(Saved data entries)
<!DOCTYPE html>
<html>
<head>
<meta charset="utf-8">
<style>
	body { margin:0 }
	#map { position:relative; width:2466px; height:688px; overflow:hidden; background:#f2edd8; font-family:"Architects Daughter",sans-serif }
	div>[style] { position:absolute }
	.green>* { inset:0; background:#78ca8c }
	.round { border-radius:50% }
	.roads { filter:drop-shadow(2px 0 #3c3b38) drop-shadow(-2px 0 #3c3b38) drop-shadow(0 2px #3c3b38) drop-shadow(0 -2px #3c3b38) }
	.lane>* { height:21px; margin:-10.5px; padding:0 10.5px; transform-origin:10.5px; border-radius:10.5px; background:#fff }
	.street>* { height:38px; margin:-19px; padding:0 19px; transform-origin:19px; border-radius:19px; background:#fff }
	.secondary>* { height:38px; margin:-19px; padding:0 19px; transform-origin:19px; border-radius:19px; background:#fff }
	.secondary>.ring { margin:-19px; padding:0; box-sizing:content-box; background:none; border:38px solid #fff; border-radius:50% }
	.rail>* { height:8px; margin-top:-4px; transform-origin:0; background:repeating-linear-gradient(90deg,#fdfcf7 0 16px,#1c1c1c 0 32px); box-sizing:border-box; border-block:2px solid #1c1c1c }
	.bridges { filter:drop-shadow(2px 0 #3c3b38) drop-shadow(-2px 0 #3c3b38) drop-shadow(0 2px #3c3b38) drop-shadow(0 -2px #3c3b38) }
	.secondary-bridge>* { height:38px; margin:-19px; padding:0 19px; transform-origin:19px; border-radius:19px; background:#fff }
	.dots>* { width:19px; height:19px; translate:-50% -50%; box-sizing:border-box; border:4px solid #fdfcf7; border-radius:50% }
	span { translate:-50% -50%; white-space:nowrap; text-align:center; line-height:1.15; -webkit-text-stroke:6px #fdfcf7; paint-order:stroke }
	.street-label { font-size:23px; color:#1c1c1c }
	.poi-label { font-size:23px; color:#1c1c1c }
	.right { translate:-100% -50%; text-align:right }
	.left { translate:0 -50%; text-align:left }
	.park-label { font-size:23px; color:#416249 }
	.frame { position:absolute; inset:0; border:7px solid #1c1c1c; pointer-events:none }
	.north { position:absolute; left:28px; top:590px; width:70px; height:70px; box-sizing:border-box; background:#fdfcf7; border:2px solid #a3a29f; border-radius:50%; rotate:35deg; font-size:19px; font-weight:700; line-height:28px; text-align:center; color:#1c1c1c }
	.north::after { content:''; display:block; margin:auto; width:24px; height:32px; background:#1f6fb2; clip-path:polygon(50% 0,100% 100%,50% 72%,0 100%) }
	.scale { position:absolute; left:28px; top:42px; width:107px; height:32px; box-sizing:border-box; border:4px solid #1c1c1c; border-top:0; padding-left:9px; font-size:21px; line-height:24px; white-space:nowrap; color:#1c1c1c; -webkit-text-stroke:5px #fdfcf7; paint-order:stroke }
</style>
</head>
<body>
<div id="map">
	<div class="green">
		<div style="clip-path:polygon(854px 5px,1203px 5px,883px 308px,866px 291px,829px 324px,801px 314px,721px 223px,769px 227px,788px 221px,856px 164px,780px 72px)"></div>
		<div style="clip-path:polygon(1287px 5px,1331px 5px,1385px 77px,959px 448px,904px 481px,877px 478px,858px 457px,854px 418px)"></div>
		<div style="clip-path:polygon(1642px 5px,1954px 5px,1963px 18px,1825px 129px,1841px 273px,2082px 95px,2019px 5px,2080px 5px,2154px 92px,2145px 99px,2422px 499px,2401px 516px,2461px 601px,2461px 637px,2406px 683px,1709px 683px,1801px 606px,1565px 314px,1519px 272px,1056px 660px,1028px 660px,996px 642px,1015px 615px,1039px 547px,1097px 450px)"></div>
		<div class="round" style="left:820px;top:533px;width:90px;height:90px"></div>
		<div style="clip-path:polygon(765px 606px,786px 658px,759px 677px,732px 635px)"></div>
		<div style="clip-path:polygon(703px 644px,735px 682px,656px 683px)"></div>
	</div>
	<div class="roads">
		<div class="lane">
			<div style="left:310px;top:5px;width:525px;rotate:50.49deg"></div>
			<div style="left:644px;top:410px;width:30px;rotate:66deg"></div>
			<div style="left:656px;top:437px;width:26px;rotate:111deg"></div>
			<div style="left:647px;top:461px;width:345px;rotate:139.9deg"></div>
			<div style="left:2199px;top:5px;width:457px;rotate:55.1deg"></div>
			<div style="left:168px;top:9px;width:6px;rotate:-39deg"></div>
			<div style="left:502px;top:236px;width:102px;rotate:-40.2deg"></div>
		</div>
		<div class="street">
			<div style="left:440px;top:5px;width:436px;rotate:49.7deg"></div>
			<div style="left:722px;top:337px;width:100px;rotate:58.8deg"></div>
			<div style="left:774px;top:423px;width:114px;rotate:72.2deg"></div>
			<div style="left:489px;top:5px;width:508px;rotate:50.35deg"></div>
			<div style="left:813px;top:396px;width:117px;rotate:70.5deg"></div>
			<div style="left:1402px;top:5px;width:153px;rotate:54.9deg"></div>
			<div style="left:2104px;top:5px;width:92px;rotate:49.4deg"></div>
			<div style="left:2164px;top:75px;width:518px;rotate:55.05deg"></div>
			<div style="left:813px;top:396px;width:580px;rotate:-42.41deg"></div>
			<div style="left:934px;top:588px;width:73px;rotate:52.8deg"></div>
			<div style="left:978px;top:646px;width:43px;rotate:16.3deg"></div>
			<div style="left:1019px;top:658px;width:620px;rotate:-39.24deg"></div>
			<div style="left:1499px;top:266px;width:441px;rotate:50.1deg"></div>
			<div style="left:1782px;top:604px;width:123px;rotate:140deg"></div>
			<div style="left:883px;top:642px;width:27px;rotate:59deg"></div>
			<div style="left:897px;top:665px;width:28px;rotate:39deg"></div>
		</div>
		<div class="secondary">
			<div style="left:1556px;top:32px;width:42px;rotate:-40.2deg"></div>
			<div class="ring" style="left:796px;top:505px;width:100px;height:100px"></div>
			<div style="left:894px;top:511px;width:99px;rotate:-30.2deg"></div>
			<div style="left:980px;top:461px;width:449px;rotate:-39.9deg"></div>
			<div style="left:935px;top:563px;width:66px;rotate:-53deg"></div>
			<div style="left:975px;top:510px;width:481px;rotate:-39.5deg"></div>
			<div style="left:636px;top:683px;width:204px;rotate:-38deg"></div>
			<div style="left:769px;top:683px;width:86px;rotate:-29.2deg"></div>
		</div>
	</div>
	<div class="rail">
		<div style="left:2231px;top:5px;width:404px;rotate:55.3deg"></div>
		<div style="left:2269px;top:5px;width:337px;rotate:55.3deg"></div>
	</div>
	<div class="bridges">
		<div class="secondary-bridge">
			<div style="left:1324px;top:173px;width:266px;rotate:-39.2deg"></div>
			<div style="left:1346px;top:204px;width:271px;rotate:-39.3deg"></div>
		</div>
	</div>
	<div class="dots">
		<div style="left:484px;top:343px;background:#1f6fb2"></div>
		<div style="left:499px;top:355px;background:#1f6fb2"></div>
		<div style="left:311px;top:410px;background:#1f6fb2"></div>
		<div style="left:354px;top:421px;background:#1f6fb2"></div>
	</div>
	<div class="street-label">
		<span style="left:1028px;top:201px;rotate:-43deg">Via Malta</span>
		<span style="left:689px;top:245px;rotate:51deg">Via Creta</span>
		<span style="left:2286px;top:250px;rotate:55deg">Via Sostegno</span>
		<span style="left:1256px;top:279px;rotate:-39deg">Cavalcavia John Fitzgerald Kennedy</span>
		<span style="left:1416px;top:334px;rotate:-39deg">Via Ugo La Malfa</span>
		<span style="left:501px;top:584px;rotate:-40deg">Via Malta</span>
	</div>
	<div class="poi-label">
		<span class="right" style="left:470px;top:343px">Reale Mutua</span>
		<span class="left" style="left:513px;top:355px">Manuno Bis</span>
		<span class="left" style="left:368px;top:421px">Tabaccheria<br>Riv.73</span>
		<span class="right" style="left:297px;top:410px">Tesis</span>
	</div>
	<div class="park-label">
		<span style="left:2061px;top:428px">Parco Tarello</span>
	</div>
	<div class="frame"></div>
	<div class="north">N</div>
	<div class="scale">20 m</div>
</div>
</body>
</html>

▶ [Task requirements]
Say how many lines above hold "lane", and nothing else.

▶ [Your solution]
2